| Abstract|| |
Background: The aim of this study is to verify the variations of the temperature inside the root canal with three different gutta-percha heating systems.
Materials and Methods: A split-tooth model was built with a lateral groove at 3.5-mm from working length (WL) in order to insert a Chromel-Alumel K-type thermocouple placed in contact with gutta-percha. The thermocouple was connected to a digital thermometer. Sixty obturations were made with medium gutta-percha points. For 20 specimens the System B was used with the Buchanan fine plugger and the temperature was set at 200°C; for other 20 specimens the Endo-Twinn with a fine plugger was used and for the last 20 specimens we used the E-Fill with a 40.04 plugger. All pluggers were pushed to 3.5 mm from WL so that the tips were in contact to the probe.
Results: The analysis of 60 samples showed the highest temperature average using the System B after 10 seconds (86.85°C), after 15 seconds (94.9°C), after 20 seconds (100.4°C) and after 25 seconds (104.5°C). The Endo-Twinn average values are similar to System-B ones. The E-Fill average values are lower (69.9°C) than the other two systems evaluated only after 10 seconds due to limited working time. The temperatures average obtained using different systems of warm vertical compaction are lower than what was declared by the producing companies.
Conclusion: Time is one the most important parameters to consider using these systems. Temperatures reached from the System B and Endo-Twinn after 25 seconds; however, seem to be sufficient to ensure an optimal adaptation of the gutta-percha in the anatomical complexity of root canals. The temperatures obtained from the E-Fill, only after 10 seconds, instead seems to be insufficient to assure the rheological characteristics of gutta-percha.
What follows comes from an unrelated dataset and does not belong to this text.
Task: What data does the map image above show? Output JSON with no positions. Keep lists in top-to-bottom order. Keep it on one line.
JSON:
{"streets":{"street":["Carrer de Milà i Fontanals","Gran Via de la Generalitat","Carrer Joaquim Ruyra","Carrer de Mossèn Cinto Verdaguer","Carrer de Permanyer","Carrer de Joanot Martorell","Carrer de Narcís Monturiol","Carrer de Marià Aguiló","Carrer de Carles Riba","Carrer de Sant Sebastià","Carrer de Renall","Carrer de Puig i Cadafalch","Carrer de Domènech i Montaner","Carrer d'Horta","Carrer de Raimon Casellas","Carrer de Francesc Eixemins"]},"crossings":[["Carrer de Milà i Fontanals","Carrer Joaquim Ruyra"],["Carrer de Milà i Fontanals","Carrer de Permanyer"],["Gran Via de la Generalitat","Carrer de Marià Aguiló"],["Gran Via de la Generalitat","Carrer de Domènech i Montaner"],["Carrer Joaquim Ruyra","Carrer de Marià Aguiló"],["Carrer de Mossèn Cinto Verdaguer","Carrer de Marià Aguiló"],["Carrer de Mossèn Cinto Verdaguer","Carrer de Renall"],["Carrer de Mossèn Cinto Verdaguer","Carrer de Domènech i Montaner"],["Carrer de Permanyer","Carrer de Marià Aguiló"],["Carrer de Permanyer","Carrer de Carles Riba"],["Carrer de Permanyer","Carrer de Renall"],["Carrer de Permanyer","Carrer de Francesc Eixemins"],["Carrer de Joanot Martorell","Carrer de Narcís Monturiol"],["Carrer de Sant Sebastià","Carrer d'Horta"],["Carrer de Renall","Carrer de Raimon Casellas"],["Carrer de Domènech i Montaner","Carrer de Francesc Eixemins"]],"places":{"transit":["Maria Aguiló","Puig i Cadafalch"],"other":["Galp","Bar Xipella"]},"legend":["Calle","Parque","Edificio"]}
Keywords: Gutta-percha; temperature; thermocouples
|How to cite this article:|
Cumbo E, Russo R, Gallina G. System B, Endo-Twinn and E-Fill. True temperatures inside the canal. J Conserv Dent 2012;15:342-5
| Introduction|| |
The primary goal of endodontic treatment is to fill and seal the root canal system after proper cleaning and shaping.  An inadequate apex sealing and an incomplete filling root canal system may be responsible for the post-treatment failure. , The warm vertical condensation technique, introduced by Schilder in 1969, widely described, is based on use of a heat source (temperature between 170°C and 220°C) to soften the gutta-percha; also we need a cold plugger in order to obtain the vertical compaction.  However, the gutta-percha is not an excellent heat conductor. When heated, it changes the physical characteristics for no more than 3-4 mm, as demonstrated by different studies. ,, There was a significant change of method with the introduction of System B: A source of heat which is a plugger, able to run simultaneously heating and compaction of gutta-percha by the continuous wave of condensation technique proposed by Buchanan. The advantage of this method is the simultaneity of two phases, with one wave of condensation. The proprieties of the alloy used to produce the plugger have allowed to bend it for a better filling in curved canals. For System B, however, the physical property of gutta-percha needs temperatures close to 200°C and the plugger has to be pushed at 5 mm from the work length. ,, Recently, a new device has been introduced: It is the Endo-Twinn, which is similar to System B plus a vibration source. ,, Also an other recent device, called E-Fill, has been put in the market that is similar to System B but it runs just for 10 seconds. The purpose of this study was to measure the temperatures inside the canal, depending on the time, using the System B, the Endo-Twinn and the E-Fill.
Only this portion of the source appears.